Woodburn mural unveiled in ribbon-cutting ceremony
The new mural on the south-facing wall of the Woodburn Independent office was unveiled at a ribbon-cutting ceremony on July 27. The event, hosted by the Woodburn Downtown Association, drew nearly 100 attendees.
The mural, which depicts symbols of Woodburn's history and culture in vibrant colors, was first dreamed up by Nikki DeBuse, the former publisher of the Woodburn Independent and former vice president of the Woodburn Downtown Association. She said pulling her car into the parking lot each morning to face the huge expanse of empty wall, which was often vandalized by graffiti, was part of her motivation to propose a mural for the space.
"It's the biggest wall in downtown," DeBuse said. "And it had a lot of graffiti on it."
The Woodburn City Council passed an ordinance in 2012 allowing murals on nonresidential buildings within the city. The passing of the ordinance, DeBuse said, inspired the Woodburn Downtown Association to begin planning murals for the city's downtown as a way to beautify and revitalize the area.
In 2016, the Woodburn Downtown Association, along with Chemeketa Community College, partnered to commission artist Hector H. Hernandez to complete the mural. The project was funded partially by Oregon Community Foundation, along with local contributions.
The proposal submitted to the city's public art committee said the mural's location on the 82-by-13 foot wall was a prime spot in the city's downtown. "The mural located in this busy intersection of business will create a fresh spacious feeling," the proposal reads.
And DeBuse had a theory that a mural would deter graffiti. She said that's already proven to be effective in the weeks since the mural was installed. Graffiti appeared on the Woodburn Independent office last week, but not on the wall with the mural. "They painted another wall," DeBuse said. "It's proof that it works."
Teresa Alonso Leon, the state representative serving House District 22 and a former Woodburn city councilor, also spoke at the ceremony.
She said the mural is representative of the city's diversity. "This is a city of people who speak many different languages, but who are all able to come together and build a community," she said.
The mural was completed over the course of the past year, painted on non-woven parachute cloth.
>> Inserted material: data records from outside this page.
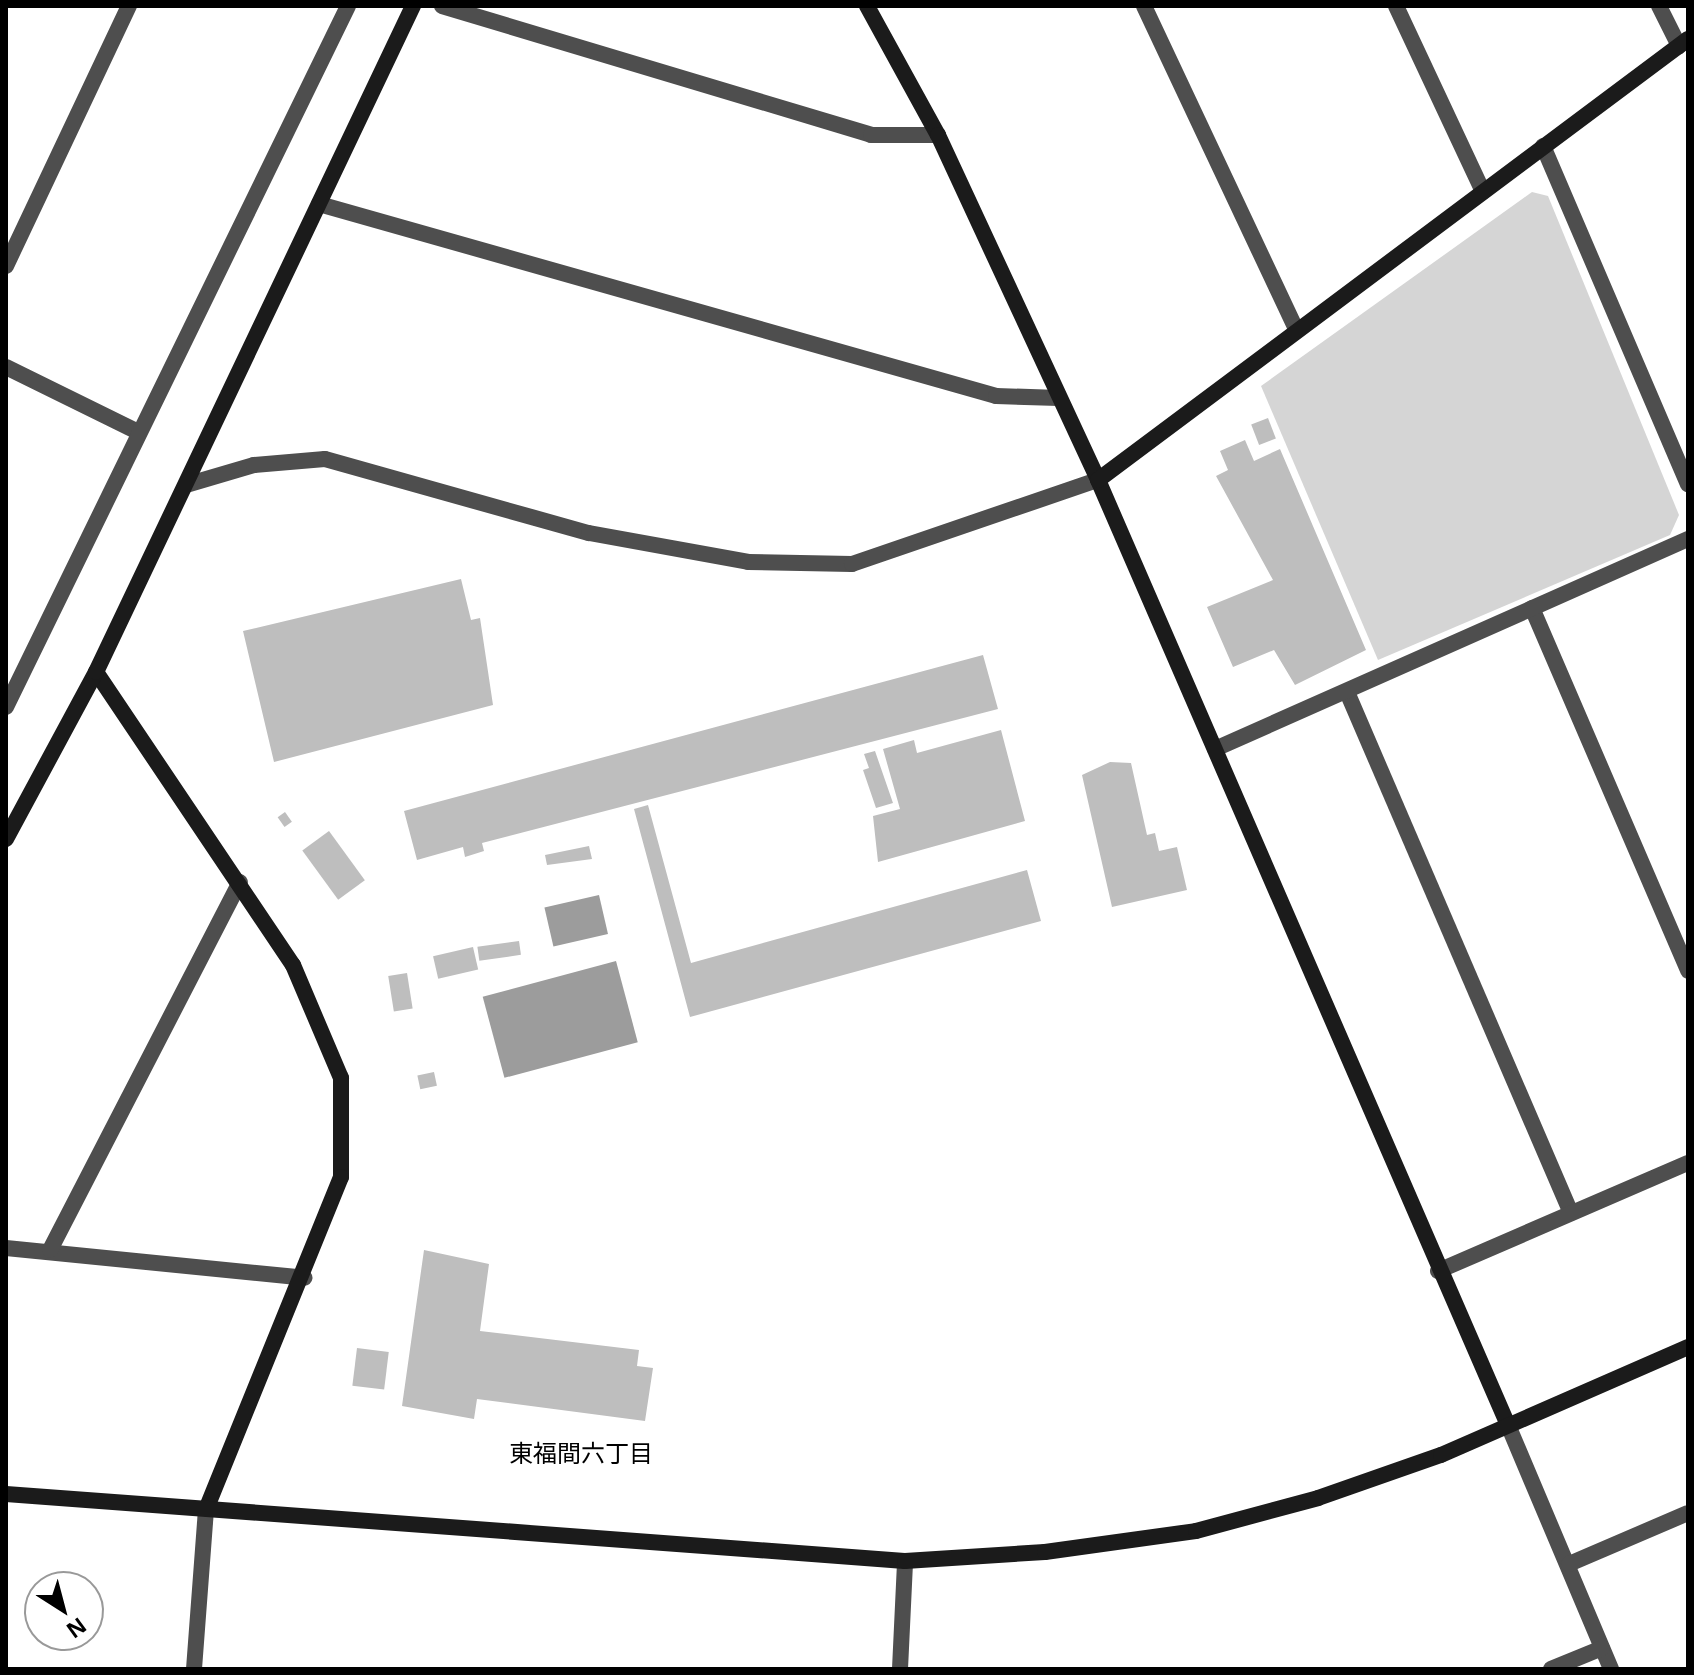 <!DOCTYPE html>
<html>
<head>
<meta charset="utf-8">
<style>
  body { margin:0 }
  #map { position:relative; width:1694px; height:1675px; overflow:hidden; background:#fff; font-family:"Noto Sans","Noto Sans JP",sans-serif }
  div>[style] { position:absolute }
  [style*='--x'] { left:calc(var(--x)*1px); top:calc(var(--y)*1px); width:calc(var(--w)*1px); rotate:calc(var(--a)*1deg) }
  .green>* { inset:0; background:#d5d5d5 }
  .water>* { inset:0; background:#9c9c9c; transform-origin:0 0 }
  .building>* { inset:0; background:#bebebe; transform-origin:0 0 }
  .street>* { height:16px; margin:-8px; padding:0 8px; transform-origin:8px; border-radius:8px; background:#4e4e4e }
  .secondary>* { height:16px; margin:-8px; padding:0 8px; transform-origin:8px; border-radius:8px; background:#1b1b1b }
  span { translate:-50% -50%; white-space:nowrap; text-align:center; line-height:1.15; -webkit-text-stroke:8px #fff; paint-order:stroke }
  .neighbourhood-label { font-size:24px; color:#000 }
  .frame { position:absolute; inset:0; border:8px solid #000; pointer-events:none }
  .north { position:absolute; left:24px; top:1571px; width:80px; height:80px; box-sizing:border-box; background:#fff; border:2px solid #999; border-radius:50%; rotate:144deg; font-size:22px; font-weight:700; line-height:32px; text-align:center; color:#000 }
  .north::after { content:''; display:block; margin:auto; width:28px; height:36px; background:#000; clip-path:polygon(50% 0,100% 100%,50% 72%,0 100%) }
</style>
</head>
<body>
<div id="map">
  <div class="green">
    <div style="clip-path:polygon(1532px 192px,1548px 196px,1679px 515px,1670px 535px,1378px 660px,1261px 386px)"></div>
  </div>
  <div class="water">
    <div style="left:599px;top:895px;width:40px;height:56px;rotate:77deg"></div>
    <div style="left:616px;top:961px;width:84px;height:138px;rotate:75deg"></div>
  </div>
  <div class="building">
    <div style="left:1268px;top:418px;width:22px;height:18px;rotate:69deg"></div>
    <div style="clip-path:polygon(1245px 440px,1254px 461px,1280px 449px,1366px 650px,1295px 685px,1274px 650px,1233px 667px,1207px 607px,1273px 580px,1216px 476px,1228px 470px,1220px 451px)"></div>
    <div style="clip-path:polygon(461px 579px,471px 620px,480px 618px,493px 705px,274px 762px,243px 631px)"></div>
    <div style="clip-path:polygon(983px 655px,998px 709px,482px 843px,484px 851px,465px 857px,463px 847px,417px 860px,404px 811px)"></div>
    <div style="clip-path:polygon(1001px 730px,1025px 821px,878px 862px,873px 816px,900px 809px,883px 749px,914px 740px,917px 753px)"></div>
    <div style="clip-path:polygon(875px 751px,893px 803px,876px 808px,863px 770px,869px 768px,864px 754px)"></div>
    <div style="clip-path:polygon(1110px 762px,1131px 763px,1147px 835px,1155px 833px,1159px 851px,1177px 847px,1187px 890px,1112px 907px,1082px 775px)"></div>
    <div style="clip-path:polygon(648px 805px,691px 963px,1027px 870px,1041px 921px,690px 1017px,634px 809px)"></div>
    <div style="left:285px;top:812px;width:12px;height:9px;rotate:55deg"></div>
    <div style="left:329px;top:831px;width:61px;height:33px;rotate:54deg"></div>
    <div style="clip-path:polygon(589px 846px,592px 859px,547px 865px,545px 855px)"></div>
    <div style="left:519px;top:941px;width:14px;height:42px;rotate:82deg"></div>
    <div style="left:473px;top:947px;width:23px;height:41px;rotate:77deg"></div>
    <div style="left:407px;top:973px;width:36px;height:19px;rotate:81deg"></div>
    <div style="left:434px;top:1072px;width:14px;height:17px;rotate:78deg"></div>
    <div style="clip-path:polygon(424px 1250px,489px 1264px,480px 1331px,639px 1350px,637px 1366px,653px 1368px,645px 1421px,477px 1399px,474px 1419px,402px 1406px)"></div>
    <div style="left:357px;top:1348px;width:32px;height:38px;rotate:7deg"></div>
  </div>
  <div class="street">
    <div style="--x:442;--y:6;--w:448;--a:16.7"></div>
    <div style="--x:871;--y:135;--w:67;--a:0"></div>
    <div style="--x:1144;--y:6;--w:359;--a:64.8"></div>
    <div style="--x:1396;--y:6;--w:205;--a:64.9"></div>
    <div style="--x:1659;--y:6;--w:45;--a:63.4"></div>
    <div style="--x:1543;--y:146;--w:368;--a:66.8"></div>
    <div style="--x:319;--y:204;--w:704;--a:15.83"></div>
    <div style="--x:996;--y:396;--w:63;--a:1.8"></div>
    <div style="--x:6;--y:266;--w:288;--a:-64.7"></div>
    <div style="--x:6;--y:367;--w:145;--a:26.2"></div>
    <div style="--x:186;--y:485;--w:71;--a:-16.4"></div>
    <div style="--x:254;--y:465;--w:71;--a:-4.8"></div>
    <div style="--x:325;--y:459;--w:274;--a:15.7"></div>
    <div style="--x:589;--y:533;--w:162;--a:10.3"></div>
    <div style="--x:748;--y:562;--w:104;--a:1.1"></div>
    <div style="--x:852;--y:564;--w:260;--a:-18.9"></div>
    <div style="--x:1532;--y:608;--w:395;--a:66.7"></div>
    <div style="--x:1347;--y:692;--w:567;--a:66.74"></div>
    <div style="--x:6;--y:707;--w:780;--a:-63.99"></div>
    <div style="--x:1215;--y:749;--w:518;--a:-23.94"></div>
    <div style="--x:6;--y:1248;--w:300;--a:5.7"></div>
    <div style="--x:50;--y:1250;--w:414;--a:-62.7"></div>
    <div style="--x:1438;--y:1271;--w:272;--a:-23.4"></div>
    <div style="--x:1508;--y:1425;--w:265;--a:67.1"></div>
    <div style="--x:1569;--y:1564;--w:129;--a:-23.2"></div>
    <div style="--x:194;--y:1669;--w:160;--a:-85.7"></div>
    <div style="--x:900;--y:1669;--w:108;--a:-87.3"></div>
    <div style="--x:1551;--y:1669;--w:55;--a:-22.4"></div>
  </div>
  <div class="secondary">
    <div style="--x:867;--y:6;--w:147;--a:61.2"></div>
    <div style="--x:938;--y:135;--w:380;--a:65.1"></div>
    <div style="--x:1098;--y:480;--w:1030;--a:66.55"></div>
    <div style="--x:1098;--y:480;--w:737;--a:-36.78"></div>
    <div style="--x:96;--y:672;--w:353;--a:56.1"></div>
    <div style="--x:293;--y:965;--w:123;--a:67"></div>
    <div style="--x:341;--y:1078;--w:99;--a:90"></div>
    <div style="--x:341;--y:1177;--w:358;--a:112.1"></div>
    <div style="--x:6;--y:839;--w:190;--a:-61.7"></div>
    <div style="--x:96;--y:672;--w:738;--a:-64.55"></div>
    <div style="--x:6;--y:1494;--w:901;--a:4.26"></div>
    <div style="--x:905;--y:1561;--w:140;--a:-3.7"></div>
    <div style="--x:1045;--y:1552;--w:152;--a:-7.9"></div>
    <div style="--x:1196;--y:1531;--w:126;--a:-15.1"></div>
    <div style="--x:1318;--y:1498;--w:130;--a:-19.3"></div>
    <div style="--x:1441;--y:1455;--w:270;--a:-23.6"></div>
  </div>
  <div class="neighbourhood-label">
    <span style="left:581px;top:1453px">東福間六丁目</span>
  </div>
  <div class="frame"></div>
  <div class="north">N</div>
</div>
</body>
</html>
Students from Chemeketa Community College, Portland State Universtiy and MacLaren Youth Correctional Facility all contributed to the painting.
Installation of the cloth onto the wall was completed in July. Since then, Hernandez has been finishing up the final touches of the mural, painting over any gaps between the different pieces of cloth, smoothing down any bubbles between the fabric and the brick wall, and touching up details of the painting. Once he is finished, he will add a product on top of the mural to protect it from UV rays and graffiti.
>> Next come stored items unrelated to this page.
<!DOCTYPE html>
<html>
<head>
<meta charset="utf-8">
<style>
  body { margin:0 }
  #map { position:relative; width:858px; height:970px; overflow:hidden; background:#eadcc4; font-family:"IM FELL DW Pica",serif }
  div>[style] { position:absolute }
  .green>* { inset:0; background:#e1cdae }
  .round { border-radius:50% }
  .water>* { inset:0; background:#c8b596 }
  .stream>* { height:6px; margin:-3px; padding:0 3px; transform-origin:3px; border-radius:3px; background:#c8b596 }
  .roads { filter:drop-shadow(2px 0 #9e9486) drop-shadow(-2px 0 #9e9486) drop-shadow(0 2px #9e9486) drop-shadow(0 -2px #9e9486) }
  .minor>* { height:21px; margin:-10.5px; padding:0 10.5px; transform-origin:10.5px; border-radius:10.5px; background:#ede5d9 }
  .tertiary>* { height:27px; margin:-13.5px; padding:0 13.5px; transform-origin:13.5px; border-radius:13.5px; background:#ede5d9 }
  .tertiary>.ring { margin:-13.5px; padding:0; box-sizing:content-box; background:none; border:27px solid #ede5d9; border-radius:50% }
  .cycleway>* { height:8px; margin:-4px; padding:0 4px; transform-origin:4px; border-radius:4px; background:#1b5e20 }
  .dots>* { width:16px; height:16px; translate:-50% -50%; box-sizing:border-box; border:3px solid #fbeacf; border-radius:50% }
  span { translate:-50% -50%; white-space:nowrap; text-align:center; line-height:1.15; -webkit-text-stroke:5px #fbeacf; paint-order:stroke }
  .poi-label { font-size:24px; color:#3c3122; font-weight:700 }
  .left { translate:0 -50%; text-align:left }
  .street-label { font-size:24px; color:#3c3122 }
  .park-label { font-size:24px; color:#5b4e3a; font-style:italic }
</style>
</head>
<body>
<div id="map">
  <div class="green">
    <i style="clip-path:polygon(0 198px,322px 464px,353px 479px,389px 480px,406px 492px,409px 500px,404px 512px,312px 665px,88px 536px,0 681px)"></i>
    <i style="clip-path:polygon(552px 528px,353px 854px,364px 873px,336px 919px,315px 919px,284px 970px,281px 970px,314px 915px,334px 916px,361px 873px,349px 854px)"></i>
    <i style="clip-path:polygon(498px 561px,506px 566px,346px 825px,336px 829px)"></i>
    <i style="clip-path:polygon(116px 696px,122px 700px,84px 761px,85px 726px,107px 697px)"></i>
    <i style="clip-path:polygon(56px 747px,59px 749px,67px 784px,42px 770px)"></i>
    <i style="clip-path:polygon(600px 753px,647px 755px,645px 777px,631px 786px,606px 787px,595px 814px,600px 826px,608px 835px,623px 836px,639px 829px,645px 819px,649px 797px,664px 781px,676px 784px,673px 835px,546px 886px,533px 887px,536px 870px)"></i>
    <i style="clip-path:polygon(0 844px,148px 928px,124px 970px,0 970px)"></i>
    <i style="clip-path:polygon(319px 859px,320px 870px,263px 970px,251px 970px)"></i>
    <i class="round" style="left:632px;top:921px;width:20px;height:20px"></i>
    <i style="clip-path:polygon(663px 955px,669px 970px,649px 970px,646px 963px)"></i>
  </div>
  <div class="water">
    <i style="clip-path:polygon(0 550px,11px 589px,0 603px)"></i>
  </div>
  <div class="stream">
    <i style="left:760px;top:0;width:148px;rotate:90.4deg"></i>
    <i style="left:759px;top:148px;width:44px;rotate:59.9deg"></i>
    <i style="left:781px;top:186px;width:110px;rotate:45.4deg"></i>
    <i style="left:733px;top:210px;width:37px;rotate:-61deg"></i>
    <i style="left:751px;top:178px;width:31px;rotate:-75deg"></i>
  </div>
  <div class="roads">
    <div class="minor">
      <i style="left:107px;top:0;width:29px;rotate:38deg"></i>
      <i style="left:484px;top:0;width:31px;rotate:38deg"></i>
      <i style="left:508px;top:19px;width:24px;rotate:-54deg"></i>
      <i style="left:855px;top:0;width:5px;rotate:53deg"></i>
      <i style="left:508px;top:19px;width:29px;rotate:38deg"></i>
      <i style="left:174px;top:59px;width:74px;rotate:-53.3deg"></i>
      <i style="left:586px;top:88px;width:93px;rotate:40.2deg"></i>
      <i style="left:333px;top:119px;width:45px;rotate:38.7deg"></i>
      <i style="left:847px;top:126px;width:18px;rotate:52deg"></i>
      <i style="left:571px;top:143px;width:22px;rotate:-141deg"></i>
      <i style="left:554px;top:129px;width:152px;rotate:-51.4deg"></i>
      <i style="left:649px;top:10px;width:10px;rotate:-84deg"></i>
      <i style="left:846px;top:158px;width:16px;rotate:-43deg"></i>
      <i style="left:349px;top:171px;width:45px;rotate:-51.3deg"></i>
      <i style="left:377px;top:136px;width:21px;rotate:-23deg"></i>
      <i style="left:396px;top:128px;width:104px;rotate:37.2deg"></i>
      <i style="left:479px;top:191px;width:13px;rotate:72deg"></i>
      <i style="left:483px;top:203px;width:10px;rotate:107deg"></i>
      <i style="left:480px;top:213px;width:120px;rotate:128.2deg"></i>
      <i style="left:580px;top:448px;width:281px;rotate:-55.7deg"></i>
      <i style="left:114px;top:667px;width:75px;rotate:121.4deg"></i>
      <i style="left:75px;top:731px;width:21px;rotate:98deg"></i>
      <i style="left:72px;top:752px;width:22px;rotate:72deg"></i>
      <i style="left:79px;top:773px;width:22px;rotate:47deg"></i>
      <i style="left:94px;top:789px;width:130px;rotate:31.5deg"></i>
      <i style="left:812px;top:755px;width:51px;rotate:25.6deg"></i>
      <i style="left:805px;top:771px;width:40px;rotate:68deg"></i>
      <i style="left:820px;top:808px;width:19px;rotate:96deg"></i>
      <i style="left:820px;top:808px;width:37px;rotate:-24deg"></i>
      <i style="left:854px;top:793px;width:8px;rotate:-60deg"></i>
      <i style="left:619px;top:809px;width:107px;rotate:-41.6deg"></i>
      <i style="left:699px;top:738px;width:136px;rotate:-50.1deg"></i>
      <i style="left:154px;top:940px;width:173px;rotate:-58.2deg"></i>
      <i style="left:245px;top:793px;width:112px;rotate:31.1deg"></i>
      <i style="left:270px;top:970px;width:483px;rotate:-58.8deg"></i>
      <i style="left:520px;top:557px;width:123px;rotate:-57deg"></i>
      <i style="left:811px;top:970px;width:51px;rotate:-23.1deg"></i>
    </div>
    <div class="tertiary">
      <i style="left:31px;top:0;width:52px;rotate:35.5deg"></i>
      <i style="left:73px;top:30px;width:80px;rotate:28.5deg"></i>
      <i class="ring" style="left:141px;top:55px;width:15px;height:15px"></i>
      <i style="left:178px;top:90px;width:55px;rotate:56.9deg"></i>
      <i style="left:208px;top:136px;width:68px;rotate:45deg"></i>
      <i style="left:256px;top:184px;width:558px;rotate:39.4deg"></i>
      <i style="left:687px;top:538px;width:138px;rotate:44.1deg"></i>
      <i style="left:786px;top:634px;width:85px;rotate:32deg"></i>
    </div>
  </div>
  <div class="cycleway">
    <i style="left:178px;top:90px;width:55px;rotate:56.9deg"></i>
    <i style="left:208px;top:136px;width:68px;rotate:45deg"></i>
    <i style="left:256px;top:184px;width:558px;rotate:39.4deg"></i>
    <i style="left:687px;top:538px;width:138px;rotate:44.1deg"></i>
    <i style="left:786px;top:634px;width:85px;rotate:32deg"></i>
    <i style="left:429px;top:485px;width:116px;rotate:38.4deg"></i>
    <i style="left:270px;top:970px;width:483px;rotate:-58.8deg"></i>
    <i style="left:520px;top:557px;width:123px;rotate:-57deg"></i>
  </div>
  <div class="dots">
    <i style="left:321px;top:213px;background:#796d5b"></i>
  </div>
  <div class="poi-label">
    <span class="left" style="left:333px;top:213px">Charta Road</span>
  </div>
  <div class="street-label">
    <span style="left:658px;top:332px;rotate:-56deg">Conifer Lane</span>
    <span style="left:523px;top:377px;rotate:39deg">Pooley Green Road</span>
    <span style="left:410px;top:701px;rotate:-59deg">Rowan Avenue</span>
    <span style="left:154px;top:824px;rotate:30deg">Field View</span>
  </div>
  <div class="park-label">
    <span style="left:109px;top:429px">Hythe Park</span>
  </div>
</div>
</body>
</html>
The loggers painted in sepia tones on the far right side of the painting represent the city's early history. The 1785 steam locomotive rolling into the painting on the left side shows the city's history as a railroad town and the importance of trains to the city's economy. The Settlemier House painted on the far left side of the painting highlights one of the city's important historic landmarks and honors Jesse Settlemier, the founder of the city.
The area's agriculture plays a prominent role in the painting, depicted with a tulip field dominating the center of the painting and marionberry plants scattered throughout. A farmworker and cowboy are seen traveling across the tulip field, with hot air balloons floating in the background. Hernandez said all of these elements demonstrate not only the importance of agriculture to the city's economy, but the ways in which agriculture has become diversified — it is no longer purely practical, but also a boon for tourism at events like the Wooden Shoe Tulip Festival.
Hernandez said he highlighted the city's diversity through the depiction of traditional Mexican dancers, similar to those seen at Woodburn's Fiesta Mexicana, and with the Russian Orthodox Church, which represents the city's population of Old Believers.
Painted all across the top of the mural are large monarch butterflies, which Hernandez said represent renewal, migration and transformation.
He also decided to add a depiction of the upcoming total solar eclipse, which will be visible from Woodburn on Aug. 21, to represent the city's connection with the universe as a whole.
DeBuse, who no longer lives in Woodburn, said she was taken aback when she first saw the mural because of how effectively it represented the city.
"I hope everyone here sees themselves in this mural," DeBuse said. "It portrays all of us. To me, that was the most stunning thing."